Diese Verurteilung habe den Beschwerdeführer aber nicht davon abhalten können, erneut einschlägig straffällig zu werden. Am 27. Februar 2006 sei er vom Landesgericht für Strafsachen Wien wiederum wegen der Vergehen nach § 27 Abs. 1, Abs. 2 Z. 2 (erster Fall) SMG zu einer unbedingten Freiheitsstrafe in der Dauer von neun Monaten rechtskräftig verurteilt worden. Der Beschwerdeführer habe am 16. Jänner 2006 eine Kugel Kokain sowie Heroin und Kokain im Wert von EUR 40,-- einem Komplizen zum Weiterverkauf überlassen. Von Mitte Oktober 2005 bis Mitte Jänner 2006 habe er demselben Komplizen Heroin und Kokain in jeweils geringer Menge überlassen, die dieser drei Mal wöchentlich (es habe sich dabei um Kugeln im Gewicht von einem halben bis zu einem Gramm Kokain und Heroin brutto gehandelt) verkauft habe. Gleichzeitig sei die bedingte Strafnachsicht der ersten Verurteilung widerrufen worden.
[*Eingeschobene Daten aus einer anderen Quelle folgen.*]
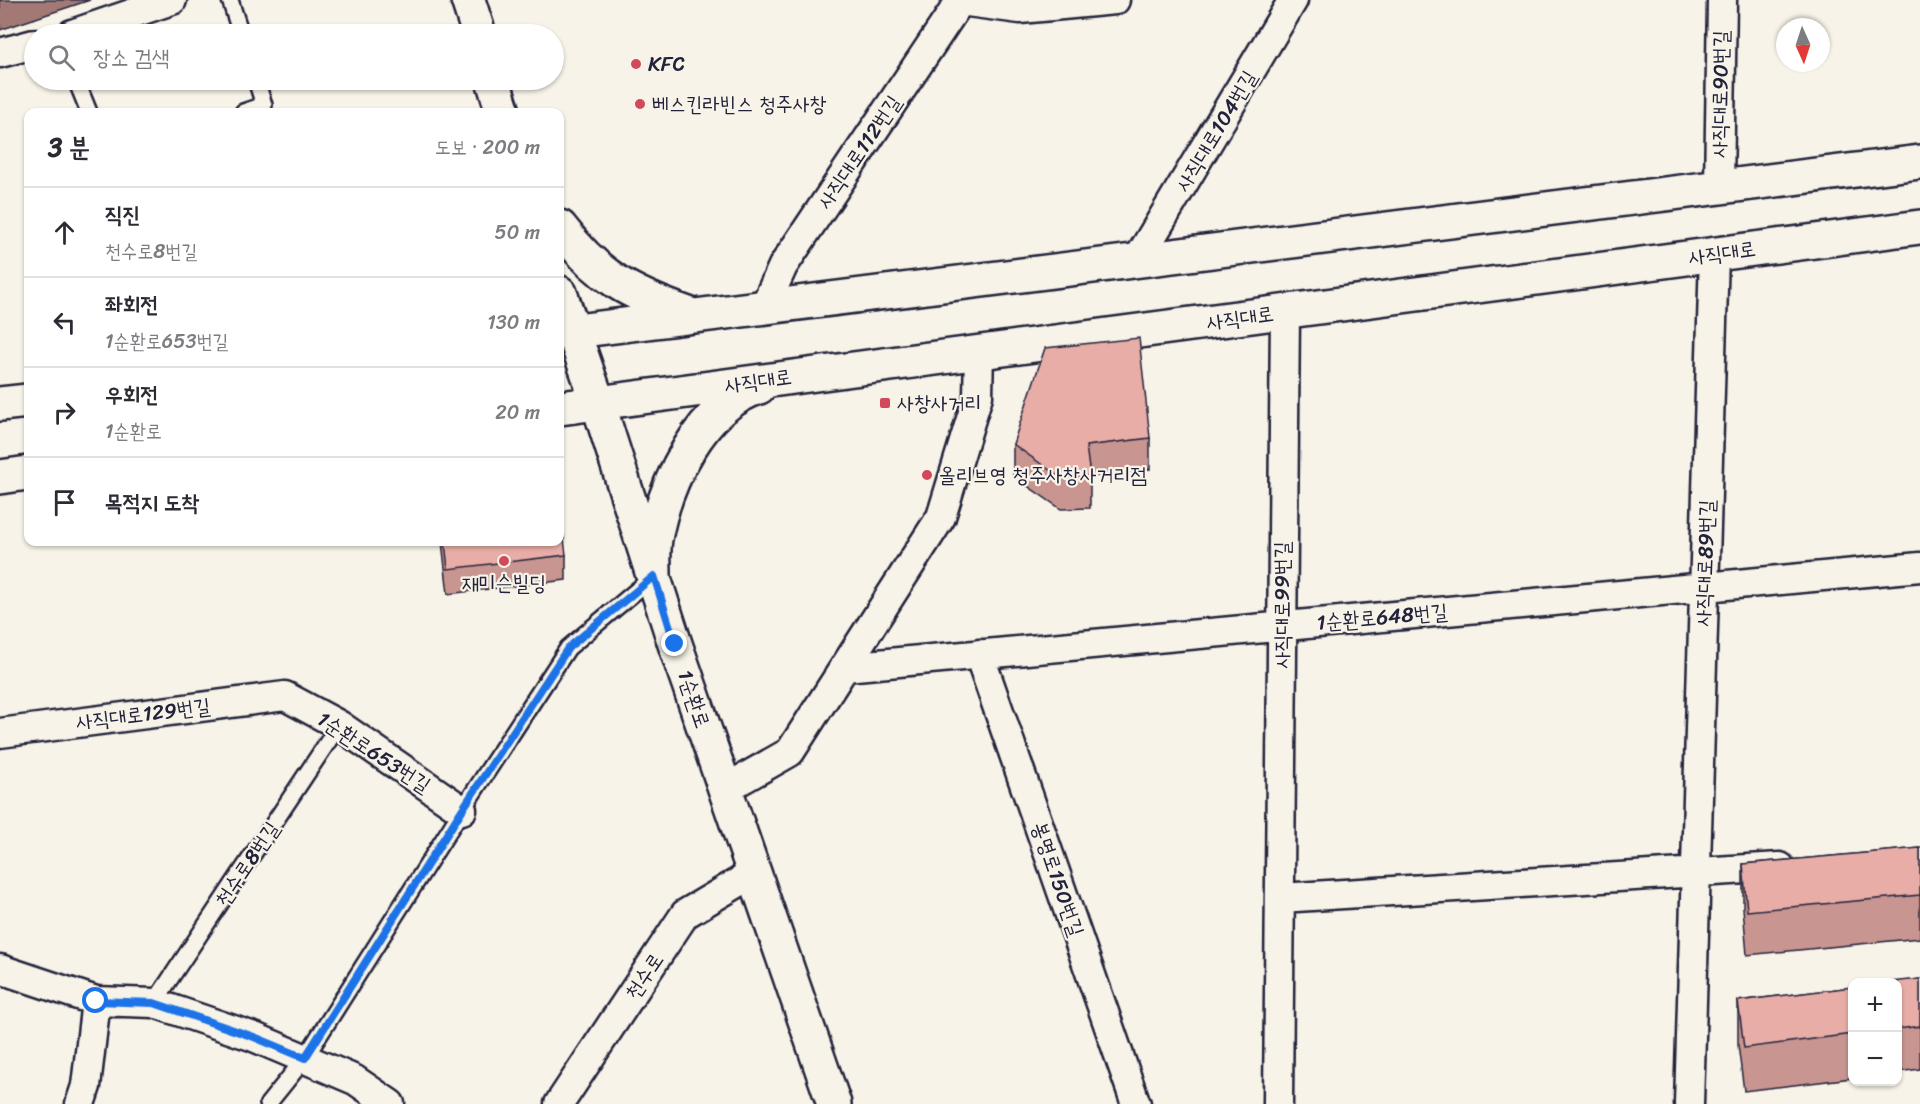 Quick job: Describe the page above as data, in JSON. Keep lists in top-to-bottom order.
{
  "streets": {
    "main road": ["사직대로", "1순환로"],
    "street": [
      "사직대로90번길",
      "사직대로104번길",
      "사직대로112번길",
      "사직대로89번길",
      "사직대로99번길",
      "1순환로648번길",
      "사직대로129번길",
      "1순환로653번길",
      "봉명로150번길",
      "천수로"
    ],
    "lane": ["천수로8번길"]
  },
  "crossings": [
    ["사직대로", "사직대로89번길"],
    ["사직대로", "사직대로99번길"],
    ["사직대로", "1순환로"],
    ["사직대로89번길", "1순환로648번길"],
    ["사직대로99번길", "1순환로648번길"],
    ["1순환로648번길", "봉명로150번길"],
    ["1순환로", "천수로"],
    ["사직대로129번길", "1순환로653번길"],
    ["1순환로653번길", "천수로8번길"]
  ],
  "places": {
    "other": [
      "KFC",
      "베스킨라빈스 청주사창",
      "올리브영 청주사창사거리점",
      "재미슨빌딩"
    ],
    "transit": ["사창사거리"]
  },
  "north": "bottom",
  "page": {
    "search": "장소 검색",
    "heading": ["3 분", "도보 · 200 m"],
    "list": [
      ["직진", "천수로8번길", "50 m"],
      ["좌회전", "1순환로653번길", "130 m"],
      ["우회전", "1순환로", "20 m"],
      "목적지 도착"
    ],
    "map_buttons": ["+", "−"]
  }
}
Es könne kein Zweifel bestehen, dass im gegenständlichen Verfahren die Voraussetzungen zur Erlassung eines Aufenthaltsverbots vorlägen. Zum einen sei auf Grund der beiden Verurteilungen des Beschwerdeführers der Tatbestand des § 60 Abs. 2 Z. 1 FPG erfüllt, zum anderen gefährde das dargestellte Gesamt(fehl)verhalten des Beschwerdeführers die öffentliche Ordnung und Sicherheit in höchstem Maß, sodass sich (auch) die im § 60 Abs. 1 FPG umschriebene Annahme als gerechtfertigt erweise. In einem solchen Fall könne ein Aufenthaltsverbot erlassen werden, wenn dem nicht die Bestimmung des § 66 FPG entgegenstehe.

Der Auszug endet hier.